**Task item:** Among the entries, find the lines with the string "Dump" and copy them.

%%

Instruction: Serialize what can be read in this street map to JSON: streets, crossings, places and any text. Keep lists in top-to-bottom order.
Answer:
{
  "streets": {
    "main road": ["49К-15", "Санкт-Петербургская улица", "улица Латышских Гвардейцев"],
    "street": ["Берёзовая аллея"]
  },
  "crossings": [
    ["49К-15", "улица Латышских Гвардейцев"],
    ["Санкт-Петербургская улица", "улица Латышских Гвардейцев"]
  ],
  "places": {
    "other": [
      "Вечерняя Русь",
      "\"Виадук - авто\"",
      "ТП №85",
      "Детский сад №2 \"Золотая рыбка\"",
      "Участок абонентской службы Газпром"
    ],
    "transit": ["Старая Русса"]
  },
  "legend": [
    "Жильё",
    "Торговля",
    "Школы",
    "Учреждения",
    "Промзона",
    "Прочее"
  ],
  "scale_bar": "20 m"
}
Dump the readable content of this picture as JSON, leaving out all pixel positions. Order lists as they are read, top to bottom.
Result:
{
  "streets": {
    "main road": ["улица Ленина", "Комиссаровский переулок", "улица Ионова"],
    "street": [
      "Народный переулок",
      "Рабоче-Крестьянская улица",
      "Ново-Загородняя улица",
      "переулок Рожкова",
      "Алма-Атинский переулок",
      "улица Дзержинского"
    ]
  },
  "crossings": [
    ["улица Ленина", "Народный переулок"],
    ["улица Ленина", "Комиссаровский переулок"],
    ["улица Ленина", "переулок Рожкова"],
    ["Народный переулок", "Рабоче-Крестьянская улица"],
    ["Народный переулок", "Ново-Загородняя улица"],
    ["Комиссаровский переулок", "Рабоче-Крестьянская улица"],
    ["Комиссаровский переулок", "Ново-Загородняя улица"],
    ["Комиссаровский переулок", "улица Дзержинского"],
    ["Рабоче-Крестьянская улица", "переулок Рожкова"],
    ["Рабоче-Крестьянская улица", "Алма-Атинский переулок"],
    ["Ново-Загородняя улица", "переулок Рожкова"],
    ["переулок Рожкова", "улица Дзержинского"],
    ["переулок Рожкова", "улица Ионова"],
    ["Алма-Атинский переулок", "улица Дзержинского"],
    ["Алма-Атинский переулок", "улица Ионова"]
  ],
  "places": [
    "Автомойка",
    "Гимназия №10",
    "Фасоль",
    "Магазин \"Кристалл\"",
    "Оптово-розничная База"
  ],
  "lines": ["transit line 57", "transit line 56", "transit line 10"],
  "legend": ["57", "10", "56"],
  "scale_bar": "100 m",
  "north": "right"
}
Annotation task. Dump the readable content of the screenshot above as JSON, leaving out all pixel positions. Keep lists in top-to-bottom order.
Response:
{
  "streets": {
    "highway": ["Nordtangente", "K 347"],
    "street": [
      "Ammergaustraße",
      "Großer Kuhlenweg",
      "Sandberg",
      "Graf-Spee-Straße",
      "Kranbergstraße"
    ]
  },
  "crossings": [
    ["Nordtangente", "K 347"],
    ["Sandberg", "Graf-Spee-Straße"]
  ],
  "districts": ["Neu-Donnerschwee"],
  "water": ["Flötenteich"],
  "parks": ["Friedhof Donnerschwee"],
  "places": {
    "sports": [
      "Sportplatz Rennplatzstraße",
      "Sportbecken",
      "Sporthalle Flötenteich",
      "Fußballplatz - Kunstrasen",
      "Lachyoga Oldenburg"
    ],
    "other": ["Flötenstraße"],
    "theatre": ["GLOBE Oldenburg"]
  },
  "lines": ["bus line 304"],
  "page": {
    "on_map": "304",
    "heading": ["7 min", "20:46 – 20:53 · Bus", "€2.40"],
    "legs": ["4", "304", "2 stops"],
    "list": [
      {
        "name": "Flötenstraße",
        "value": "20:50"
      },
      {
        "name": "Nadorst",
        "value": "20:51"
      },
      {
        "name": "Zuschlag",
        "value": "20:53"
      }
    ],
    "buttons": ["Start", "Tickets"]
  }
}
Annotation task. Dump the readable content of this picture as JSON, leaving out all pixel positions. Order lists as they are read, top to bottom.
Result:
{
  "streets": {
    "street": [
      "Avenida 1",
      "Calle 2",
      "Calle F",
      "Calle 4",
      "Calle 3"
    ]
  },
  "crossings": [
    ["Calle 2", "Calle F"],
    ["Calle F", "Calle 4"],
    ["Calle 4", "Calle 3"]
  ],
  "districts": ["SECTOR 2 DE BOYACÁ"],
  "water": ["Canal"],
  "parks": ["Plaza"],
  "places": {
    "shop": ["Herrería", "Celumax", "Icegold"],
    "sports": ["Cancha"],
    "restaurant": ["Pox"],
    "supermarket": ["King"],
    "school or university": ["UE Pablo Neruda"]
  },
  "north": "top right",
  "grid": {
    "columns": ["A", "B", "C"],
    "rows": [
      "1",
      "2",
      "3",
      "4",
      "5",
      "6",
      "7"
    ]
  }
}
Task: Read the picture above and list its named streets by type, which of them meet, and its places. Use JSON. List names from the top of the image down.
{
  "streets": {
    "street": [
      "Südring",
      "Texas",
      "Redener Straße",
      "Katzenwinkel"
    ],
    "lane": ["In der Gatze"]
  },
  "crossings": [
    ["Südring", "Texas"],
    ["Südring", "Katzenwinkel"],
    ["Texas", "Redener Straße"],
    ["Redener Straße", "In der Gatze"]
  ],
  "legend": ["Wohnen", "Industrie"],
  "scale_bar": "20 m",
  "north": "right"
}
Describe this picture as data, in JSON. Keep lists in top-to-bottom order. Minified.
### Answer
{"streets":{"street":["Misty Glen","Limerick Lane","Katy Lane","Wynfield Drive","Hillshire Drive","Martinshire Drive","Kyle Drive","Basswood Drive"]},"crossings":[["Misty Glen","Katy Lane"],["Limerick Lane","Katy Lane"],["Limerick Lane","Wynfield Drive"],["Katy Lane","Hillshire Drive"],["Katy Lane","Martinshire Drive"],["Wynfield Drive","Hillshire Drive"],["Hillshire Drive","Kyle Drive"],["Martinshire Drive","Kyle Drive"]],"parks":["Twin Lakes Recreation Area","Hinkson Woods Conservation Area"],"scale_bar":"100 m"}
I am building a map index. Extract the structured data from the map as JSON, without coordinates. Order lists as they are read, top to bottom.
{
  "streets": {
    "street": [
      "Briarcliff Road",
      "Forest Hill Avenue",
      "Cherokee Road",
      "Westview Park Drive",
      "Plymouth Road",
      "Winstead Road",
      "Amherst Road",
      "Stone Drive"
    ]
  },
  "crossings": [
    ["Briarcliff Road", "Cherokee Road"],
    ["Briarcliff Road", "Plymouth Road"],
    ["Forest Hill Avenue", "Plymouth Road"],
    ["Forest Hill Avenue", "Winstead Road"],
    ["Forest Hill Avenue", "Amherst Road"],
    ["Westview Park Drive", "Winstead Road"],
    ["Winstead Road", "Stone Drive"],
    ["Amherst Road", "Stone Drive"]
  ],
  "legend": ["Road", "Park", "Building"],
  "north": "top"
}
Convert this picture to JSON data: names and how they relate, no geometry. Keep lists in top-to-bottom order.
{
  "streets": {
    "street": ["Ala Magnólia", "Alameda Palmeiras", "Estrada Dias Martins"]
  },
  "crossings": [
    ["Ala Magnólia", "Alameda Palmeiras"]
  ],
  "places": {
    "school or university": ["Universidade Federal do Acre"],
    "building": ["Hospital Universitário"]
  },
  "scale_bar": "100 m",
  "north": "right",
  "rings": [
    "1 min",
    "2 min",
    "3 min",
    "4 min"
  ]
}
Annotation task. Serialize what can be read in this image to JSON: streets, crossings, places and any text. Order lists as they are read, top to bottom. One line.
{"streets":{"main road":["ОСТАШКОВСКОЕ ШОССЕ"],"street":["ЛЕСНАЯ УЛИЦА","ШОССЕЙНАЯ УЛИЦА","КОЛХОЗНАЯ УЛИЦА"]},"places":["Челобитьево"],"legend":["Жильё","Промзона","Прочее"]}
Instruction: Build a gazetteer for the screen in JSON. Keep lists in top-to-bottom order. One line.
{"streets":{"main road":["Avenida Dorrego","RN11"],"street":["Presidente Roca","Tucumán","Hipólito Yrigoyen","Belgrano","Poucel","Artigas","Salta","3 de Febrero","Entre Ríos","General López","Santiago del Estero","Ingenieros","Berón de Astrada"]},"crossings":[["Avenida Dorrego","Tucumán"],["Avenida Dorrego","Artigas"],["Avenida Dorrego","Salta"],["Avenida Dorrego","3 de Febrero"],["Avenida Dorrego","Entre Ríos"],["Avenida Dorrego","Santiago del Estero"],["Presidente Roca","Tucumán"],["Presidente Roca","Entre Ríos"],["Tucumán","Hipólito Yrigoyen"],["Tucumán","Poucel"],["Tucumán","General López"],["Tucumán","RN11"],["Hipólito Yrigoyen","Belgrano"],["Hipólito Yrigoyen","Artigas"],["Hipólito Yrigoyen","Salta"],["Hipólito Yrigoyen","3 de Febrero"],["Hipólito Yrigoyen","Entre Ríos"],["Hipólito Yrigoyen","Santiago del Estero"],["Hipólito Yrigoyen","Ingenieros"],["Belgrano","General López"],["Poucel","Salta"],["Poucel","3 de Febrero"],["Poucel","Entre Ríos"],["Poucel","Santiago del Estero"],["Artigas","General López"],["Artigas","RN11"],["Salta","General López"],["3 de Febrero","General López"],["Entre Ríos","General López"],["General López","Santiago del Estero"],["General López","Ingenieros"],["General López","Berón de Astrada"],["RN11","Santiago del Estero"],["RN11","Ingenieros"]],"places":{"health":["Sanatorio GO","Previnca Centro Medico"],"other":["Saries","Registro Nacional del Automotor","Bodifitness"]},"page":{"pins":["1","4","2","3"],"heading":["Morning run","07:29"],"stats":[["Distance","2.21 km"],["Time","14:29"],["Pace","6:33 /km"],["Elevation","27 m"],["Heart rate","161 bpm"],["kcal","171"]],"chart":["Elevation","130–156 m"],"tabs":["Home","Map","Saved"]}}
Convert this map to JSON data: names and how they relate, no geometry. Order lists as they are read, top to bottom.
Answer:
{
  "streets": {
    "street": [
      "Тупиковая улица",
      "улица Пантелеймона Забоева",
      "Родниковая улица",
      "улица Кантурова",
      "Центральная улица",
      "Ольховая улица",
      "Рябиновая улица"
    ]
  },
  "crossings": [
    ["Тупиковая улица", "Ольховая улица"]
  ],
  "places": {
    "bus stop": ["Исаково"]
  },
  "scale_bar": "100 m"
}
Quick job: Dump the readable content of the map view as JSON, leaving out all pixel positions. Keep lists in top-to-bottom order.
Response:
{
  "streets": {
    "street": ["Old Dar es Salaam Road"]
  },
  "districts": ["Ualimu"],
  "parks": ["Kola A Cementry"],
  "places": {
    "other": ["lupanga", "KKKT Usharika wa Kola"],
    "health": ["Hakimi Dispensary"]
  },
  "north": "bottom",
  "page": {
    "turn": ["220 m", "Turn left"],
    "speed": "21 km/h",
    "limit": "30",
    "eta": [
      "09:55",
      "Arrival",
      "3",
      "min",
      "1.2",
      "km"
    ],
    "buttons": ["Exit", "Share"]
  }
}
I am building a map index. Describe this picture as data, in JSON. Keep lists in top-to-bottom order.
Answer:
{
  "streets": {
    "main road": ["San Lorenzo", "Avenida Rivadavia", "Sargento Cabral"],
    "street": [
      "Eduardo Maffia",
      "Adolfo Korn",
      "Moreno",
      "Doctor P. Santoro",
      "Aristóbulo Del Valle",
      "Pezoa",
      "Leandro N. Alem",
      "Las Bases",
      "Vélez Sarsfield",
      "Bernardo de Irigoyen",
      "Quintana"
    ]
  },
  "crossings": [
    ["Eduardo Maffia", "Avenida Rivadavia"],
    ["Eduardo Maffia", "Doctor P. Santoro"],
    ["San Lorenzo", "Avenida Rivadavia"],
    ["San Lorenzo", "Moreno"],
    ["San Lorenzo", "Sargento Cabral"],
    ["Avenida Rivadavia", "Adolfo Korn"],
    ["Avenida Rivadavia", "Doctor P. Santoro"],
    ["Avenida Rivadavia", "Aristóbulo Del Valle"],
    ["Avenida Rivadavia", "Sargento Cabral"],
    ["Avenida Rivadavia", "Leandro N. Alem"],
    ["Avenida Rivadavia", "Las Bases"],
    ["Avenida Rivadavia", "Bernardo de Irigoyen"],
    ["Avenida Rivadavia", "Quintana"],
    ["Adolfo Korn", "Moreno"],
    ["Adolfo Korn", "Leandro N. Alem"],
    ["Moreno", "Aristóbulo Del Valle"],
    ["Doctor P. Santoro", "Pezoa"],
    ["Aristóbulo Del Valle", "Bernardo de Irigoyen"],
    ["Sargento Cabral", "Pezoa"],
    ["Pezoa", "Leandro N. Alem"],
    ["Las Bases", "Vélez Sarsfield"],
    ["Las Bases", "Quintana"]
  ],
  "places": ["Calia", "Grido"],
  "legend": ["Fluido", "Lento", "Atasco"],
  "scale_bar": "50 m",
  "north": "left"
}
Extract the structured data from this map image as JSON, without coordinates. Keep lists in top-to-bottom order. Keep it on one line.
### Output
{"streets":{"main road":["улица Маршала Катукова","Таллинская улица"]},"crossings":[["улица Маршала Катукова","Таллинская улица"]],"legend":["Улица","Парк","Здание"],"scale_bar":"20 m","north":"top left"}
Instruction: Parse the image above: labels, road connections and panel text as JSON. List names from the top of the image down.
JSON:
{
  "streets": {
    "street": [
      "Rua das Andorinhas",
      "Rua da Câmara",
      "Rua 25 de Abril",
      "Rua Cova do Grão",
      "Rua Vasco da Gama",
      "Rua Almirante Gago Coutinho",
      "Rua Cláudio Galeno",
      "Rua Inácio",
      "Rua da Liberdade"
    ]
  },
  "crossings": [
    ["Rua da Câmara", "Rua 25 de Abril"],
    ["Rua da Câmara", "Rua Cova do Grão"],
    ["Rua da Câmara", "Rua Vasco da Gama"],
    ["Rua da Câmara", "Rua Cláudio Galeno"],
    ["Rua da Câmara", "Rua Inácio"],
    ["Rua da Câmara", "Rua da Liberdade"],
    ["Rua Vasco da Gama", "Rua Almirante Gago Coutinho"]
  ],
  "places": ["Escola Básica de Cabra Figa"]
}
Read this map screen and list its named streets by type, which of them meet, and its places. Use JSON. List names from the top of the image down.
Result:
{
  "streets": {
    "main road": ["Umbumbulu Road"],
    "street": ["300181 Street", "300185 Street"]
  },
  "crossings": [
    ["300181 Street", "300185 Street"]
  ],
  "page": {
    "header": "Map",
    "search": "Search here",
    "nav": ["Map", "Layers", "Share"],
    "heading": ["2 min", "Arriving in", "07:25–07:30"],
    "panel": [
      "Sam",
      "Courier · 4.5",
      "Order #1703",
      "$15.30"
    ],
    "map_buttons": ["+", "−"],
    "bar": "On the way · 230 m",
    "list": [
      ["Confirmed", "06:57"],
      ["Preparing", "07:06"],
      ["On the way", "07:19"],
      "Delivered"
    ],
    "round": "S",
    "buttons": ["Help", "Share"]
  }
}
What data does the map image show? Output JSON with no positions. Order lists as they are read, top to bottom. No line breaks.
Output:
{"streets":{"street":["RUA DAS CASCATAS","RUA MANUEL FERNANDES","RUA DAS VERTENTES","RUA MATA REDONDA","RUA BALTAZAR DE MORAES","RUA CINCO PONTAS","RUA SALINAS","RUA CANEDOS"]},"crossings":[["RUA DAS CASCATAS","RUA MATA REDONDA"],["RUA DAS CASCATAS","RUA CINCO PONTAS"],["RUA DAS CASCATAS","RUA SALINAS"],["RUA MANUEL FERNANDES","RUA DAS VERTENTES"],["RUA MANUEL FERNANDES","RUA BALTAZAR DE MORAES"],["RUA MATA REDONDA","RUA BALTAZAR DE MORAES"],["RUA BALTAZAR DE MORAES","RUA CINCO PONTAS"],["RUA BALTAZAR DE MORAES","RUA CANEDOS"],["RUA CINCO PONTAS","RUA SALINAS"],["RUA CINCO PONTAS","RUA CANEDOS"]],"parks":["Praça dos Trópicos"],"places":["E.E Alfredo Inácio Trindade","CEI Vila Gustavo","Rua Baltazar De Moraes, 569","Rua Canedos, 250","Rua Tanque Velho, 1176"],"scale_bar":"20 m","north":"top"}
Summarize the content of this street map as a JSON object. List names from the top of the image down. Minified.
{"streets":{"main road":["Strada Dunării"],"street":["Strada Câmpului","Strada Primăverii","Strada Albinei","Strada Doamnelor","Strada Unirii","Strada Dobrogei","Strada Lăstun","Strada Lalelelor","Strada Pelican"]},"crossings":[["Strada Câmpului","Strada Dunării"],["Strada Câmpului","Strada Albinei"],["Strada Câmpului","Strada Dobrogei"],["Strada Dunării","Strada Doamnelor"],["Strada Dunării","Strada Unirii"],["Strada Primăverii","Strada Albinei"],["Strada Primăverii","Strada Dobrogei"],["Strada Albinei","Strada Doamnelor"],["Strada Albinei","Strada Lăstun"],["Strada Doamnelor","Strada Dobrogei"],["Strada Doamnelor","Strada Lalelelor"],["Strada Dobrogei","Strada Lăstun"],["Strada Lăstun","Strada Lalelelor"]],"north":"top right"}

%%

**Answer for this exercise:**
Dump the readable content of this picture as JSON, leaving out all pixel positions. Order lists as they are read, top to bottom.
Annotation task. Dump the readable content of the screenshot above as JSON, leaving out all pixel positions. Keep lists in top-to-bottom order.
Annotation task. Dump the readable content of this picture as JSON, leaving out all pixel positions. Order lists as they are read, top to bottom.
Quick job: Dump the readable content of the map view as JSON, leaving out all pixel positions. Keep lists in top-to-bottom order.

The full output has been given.